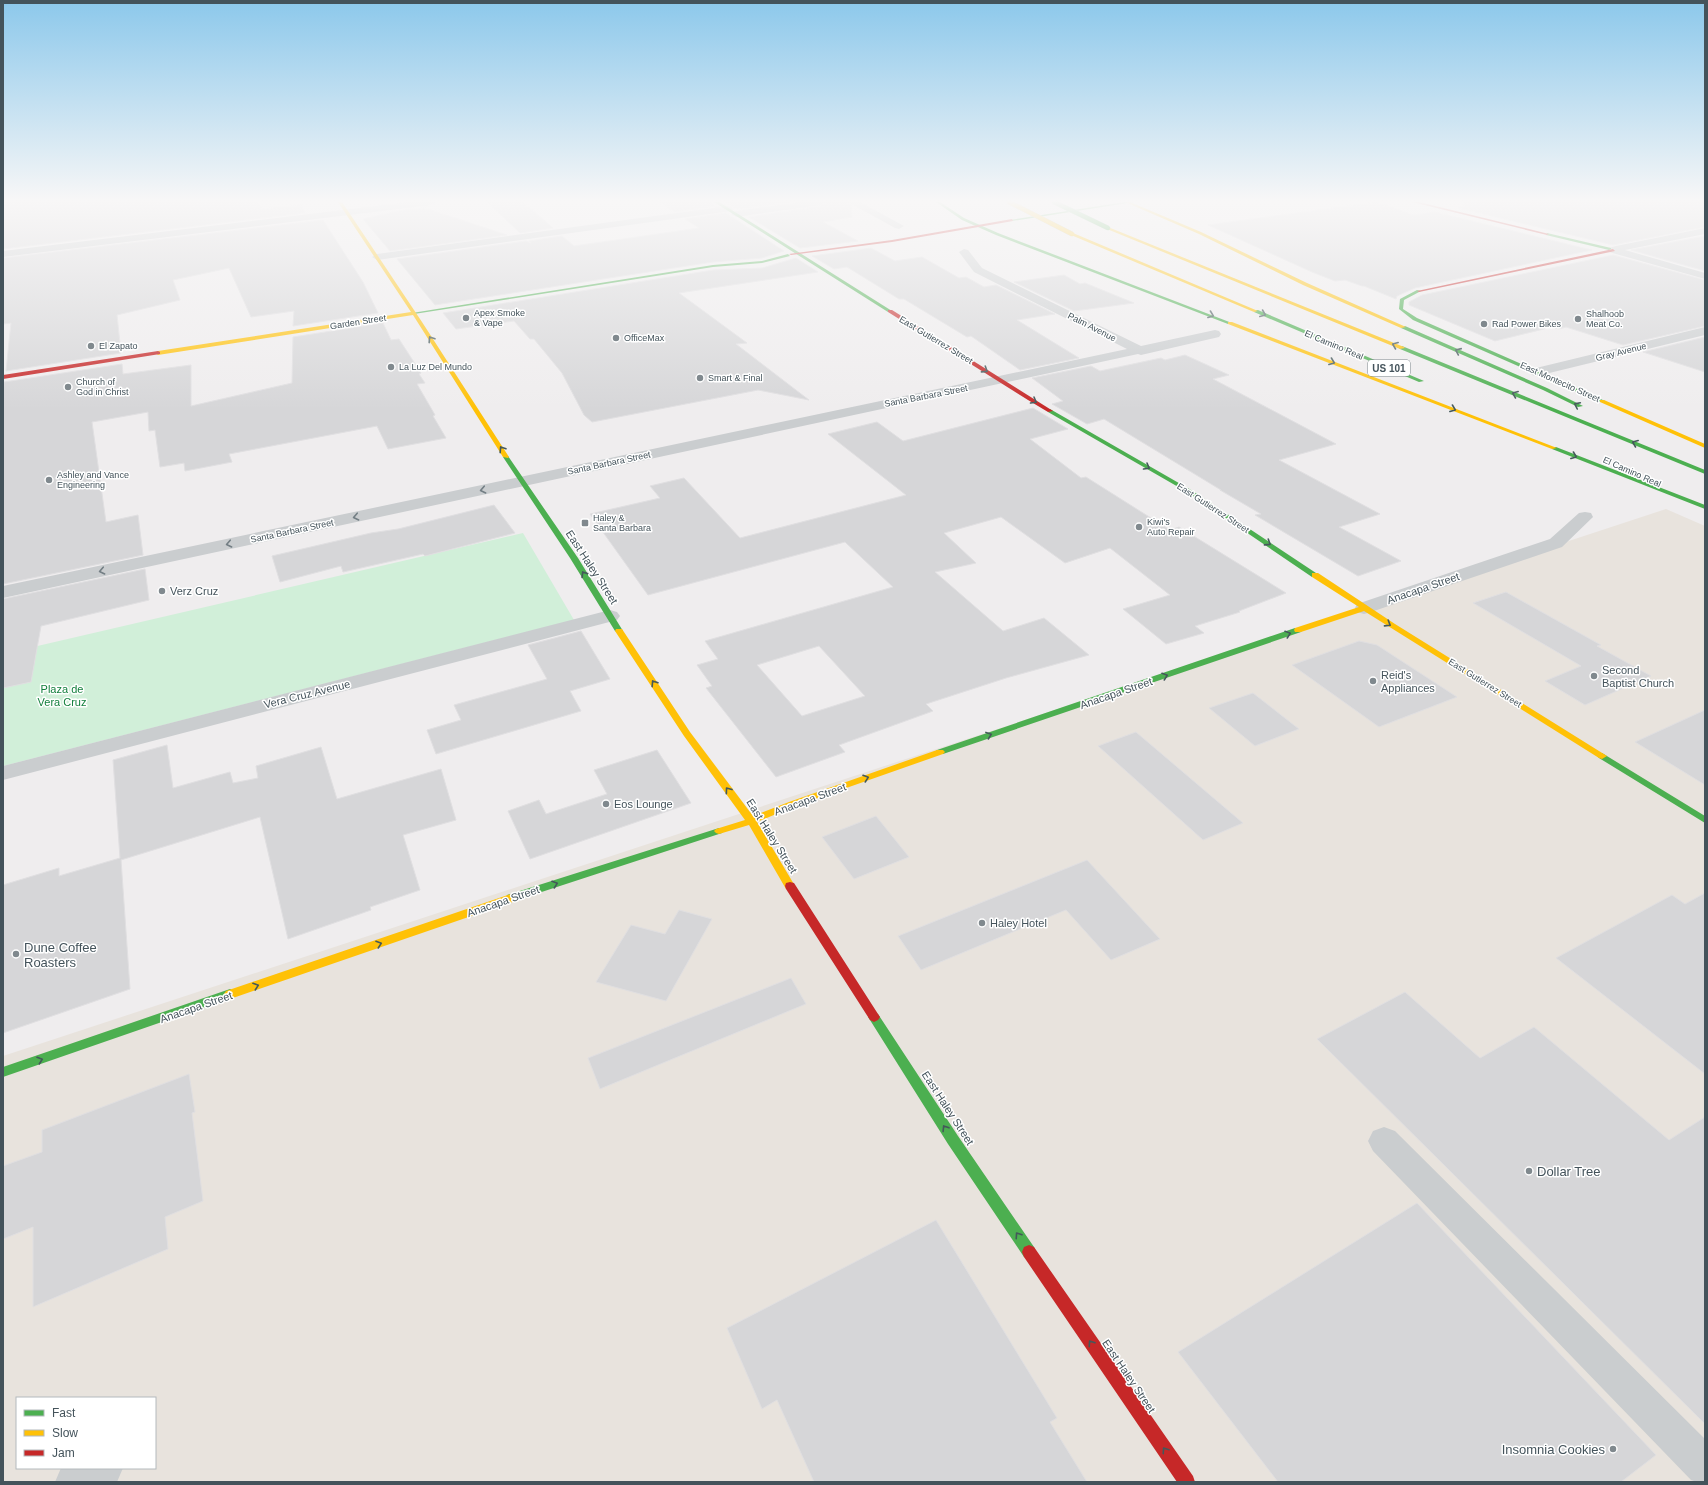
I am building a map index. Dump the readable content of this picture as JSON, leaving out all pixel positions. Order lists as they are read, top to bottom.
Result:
{
  "streets": {
    "main road": [
      "Garden Street",
      "East Gutierrez Street",
      "El Camino Real",
      "US 101",
      "East Montecito Street",
      "East Haley Street",
      "Anacapa Street"
    ],
    "street": [
      "Palm Avenue",
      "Gray Avenue",
      "Santa Barbara Street",
      "Vera Cruz Avenue"
    ]
  },
  "crossings": [
    ["Garden Street", "East Haley Street"],
    ["Palm Avenue", "Santa Barbara Street"],
    ["East Gutierrez Street", "Santa Barbara Street"],
    ["East Gutierrez Street", "Anacapa Street"],
    ["Gray Avenue", "East Montecito Street"],
    ["Santa Barbara Street", "East Haley Street"],
    ["East Haley Street", "Anacapa Street"],
    ["East Haley Street", "Vera Cruz Avenue"]
  ],
  "one_way": [
    "East Gutierrez Street",
    "Santa Barbara Street",
    "East Haley Street",
    "Anacapa Street"
  ],
  "parks": ["Plaza de Vera Cruz"],
  "places": {
    "other": [
      "Apex Smoke & Vape",
      "Shalhoob Meat Co.",
      "Rad Power Bikes",
      "OfficeMax",
      "El Zapato",
      "La Luz Del Mundo",
      "Smart & Final",
      "Church of God in Christ",
      "Ashley and Vance Engineering",
      "Kiwi's Auto Repair",
      "Verz Cruz",
      "Second Baptist Church",
      "Reid's Appliances",
      "Eos Lounge",
      "Haley Hotel",
      "Dune Coffee Roasters",
      "Dollar Tree",
      "Insomnia Cookies"
    ],
    "transit": ["Haley & Santa Barbara"]
  },
  "legend": ["Fast", "Slow", "Jam"]
}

◆ ◆ ◆ ◆ ◆ ◆ ◆

# [PROMPT]
Give back the material above exactly as it appears, minus the pictures.

# [RESPONSE TO THE TASK]
I am building a map index. Dump the readable content of this picture as JSON, leaving out all pixel positions. Order lists as they are read, top to bottom.
Result:
{
  "streets": {
    "main road": [
      "Garden Street",
      "East Gutierrez Street",
      "El Camino Real",
      "US 101",
      "East Montecito Street",
      "East Haley Street",
      "Anacapa Street"
    ],
    "street": [
      "Palm Avenue",
      "Gray Avenue",
      "Santa Barbara Street",
      "Vera Cruz Avenue"
    ]
  },
  "crossings": [
    ["Garden Street", "East Haley Street"],
    ["Palm Avenue", "Santa Barbara Street"],
    ["East Gutierrez Street", "Santa Barbara Street"],
    ["East Gutierrez Street", "Anacapa Street"],
    ["Gray Avenue", "East Montecito Street"],
    ["Santa Barbara Street", "East Haley Street"],
    ["East Haley Street", "Anacapa Street"],
    ["East Haley Street", "Vera Cruz Avenue"]
  ],
  "one_way": [
    "East Gutierrez Street",
    "Santa Barbara Street",
    "East Haley Street",
    "Anacapa Street"
  ],
  "parks": ["Plaza de Vera Cruz"],
  "places": {
    "other": [
      "Apex Smoke & Vape",
      "Shalhoob Meat Co.",
      "Rad Power Bikes",
      "OfficeMax",
      "El Zapato",
      "La Luz Del Mundo",
      "Smart & Final",
      "Church of God in Christ",
      "Ashley and Vance Engineering",
      "Kiwi's Auto Repair",
      "Verz Cruz",
      "Second Baptist Church",
      "Reid's Appliances",
      "Eos Lounge",
      "Haley Hotel",
      "Dune Coffee Roasters",
      "Dollar Tree",
      "Insomnia Cookies"
    ],
    "transit": ["Haley & Santa Barbara"]
  },
  "legend": ["Fast", "Slow", "Jam"]
}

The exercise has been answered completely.